Data records
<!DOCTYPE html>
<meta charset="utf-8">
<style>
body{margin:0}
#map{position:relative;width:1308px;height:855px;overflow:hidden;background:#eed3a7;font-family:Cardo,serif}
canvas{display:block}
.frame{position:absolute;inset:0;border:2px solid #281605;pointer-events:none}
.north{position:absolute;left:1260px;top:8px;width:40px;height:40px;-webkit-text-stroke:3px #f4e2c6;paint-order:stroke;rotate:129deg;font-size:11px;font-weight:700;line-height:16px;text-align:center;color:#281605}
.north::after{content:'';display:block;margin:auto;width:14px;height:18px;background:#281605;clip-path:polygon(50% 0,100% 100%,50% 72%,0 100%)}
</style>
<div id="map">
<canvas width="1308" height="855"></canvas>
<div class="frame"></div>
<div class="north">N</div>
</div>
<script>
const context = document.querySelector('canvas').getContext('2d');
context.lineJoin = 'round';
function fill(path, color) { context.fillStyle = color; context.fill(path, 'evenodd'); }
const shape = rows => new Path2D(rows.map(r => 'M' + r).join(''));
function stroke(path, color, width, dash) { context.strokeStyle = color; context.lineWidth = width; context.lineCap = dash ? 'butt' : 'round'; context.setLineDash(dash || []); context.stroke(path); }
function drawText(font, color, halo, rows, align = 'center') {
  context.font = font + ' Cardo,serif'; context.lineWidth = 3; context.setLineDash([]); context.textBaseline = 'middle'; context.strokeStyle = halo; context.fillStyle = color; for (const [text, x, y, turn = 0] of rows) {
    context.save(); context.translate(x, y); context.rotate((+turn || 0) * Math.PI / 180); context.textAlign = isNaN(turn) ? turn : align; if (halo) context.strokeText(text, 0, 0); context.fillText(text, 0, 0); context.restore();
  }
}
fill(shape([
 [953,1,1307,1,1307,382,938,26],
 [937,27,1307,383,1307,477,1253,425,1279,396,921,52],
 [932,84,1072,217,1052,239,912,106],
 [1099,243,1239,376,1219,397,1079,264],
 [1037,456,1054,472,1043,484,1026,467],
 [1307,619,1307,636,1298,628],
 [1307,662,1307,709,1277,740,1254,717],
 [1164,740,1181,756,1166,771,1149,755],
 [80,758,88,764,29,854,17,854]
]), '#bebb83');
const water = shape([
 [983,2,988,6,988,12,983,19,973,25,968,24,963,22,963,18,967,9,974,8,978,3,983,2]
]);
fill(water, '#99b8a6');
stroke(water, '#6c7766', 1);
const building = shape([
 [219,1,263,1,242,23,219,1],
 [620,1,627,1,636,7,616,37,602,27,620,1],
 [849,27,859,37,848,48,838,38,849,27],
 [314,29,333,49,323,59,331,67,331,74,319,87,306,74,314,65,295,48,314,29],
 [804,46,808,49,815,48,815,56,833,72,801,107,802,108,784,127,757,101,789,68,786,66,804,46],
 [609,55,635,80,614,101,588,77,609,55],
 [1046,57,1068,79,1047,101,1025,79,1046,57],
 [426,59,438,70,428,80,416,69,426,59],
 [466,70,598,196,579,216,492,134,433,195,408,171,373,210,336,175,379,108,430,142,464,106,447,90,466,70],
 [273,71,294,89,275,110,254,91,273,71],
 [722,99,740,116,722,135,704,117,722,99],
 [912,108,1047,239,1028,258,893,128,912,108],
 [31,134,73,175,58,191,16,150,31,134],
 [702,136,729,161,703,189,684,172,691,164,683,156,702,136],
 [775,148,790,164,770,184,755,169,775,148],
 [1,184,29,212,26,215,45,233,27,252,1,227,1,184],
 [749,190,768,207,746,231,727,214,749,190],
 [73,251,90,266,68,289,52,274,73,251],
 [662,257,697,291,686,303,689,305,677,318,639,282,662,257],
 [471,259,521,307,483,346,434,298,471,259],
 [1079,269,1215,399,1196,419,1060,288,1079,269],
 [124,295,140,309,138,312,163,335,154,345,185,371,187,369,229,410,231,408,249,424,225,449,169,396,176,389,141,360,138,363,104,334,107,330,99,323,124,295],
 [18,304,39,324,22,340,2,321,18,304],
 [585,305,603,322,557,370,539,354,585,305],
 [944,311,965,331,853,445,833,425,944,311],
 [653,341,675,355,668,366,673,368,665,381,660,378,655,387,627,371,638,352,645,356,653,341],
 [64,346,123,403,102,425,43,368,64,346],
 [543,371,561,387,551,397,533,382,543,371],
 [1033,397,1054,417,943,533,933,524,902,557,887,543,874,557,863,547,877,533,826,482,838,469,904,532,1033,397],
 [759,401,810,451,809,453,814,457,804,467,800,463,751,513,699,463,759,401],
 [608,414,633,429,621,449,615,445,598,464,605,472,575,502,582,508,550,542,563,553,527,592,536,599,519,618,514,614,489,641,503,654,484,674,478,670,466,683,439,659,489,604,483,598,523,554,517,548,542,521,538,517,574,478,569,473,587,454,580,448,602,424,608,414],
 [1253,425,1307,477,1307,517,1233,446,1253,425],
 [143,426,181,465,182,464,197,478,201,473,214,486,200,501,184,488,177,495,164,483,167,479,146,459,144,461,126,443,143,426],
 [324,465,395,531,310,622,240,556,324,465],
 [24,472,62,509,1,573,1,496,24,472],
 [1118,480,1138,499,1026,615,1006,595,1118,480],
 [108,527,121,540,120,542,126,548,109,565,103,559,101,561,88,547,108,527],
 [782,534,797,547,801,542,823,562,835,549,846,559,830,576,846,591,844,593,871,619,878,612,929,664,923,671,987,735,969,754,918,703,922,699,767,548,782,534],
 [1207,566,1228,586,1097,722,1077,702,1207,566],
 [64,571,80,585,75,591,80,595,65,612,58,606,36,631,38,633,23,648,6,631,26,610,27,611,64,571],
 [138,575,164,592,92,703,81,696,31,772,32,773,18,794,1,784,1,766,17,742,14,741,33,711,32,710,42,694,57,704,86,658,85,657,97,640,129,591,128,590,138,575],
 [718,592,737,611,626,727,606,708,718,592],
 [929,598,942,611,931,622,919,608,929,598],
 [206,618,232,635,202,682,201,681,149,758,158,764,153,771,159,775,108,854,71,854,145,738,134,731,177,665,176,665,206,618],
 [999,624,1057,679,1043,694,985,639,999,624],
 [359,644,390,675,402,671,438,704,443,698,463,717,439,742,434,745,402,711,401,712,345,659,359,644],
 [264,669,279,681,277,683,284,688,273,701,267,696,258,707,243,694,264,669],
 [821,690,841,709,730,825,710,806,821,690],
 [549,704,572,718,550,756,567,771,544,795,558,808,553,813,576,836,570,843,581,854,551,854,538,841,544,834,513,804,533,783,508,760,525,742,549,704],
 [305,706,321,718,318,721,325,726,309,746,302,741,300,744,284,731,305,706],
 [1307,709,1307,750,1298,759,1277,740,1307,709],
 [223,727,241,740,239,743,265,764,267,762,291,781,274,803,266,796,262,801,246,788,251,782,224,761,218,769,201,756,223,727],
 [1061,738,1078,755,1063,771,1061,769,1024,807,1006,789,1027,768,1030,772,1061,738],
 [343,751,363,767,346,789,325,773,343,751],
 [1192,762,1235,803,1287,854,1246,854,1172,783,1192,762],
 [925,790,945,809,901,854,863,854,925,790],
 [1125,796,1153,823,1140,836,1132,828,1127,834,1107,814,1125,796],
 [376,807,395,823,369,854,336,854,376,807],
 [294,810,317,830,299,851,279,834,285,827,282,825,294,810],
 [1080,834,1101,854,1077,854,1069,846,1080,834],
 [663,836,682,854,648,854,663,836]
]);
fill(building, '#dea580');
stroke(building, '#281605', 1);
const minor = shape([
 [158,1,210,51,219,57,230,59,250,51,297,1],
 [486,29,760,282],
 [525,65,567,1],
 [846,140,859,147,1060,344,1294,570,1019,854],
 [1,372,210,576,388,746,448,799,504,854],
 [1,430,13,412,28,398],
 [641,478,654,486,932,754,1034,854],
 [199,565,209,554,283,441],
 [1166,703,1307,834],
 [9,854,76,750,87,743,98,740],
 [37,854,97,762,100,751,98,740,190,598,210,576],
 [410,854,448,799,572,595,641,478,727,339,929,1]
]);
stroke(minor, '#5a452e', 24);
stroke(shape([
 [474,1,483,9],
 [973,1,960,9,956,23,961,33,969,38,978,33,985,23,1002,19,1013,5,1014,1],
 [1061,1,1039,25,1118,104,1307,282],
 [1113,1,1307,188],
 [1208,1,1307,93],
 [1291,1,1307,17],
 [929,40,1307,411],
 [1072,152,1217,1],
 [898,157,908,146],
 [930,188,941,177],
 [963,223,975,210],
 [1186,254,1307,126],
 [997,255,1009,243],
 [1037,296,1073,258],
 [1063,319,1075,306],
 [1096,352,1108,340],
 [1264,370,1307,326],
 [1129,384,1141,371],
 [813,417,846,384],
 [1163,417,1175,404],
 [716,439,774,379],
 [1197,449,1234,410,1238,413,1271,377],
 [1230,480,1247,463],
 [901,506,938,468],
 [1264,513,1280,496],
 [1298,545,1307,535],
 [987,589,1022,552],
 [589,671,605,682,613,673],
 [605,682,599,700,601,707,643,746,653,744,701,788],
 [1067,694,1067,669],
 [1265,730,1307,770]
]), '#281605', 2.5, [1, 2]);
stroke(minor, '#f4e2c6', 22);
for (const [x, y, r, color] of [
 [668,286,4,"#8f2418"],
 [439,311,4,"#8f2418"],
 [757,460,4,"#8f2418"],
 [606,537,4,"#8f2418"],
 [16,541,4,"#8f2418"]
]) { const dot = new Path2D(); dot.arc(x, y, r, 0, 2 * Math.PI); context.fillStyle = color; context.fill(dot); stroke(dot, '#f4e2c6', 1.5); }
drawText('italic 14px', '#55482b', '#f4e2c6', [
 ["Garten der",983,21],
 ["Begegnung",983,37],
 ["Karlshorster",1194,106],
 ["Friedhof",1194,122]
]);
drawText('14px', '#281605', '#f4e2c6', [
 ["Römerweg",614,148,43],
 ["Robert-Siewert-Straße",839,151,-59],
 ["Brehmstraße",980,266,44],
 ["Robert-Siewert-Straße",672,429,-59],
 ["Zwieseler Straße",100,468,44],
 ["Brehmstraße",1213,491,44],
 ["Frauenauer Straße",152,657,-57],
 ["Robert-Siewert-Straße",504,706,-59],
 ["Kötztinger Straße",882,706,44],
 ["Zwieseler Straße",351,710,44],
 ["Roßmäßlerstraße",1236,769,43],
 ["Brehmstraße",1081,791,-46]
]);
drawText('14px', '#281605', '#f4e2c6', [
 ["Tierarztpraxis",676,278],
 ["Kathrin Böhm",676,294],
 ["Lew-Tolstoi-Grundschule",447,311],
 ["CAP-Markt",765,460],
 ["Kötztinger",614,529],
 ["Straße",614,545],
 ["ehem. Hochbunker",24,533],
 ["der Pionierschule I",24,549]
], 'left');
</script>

Task description
Show each line of the material where the word "canvas" occurs.

Completed exercise
canvas{display:block}
<canvas width="1308" height="855"></canvas>
const context = document.querySelector('canvas').getContext('2d');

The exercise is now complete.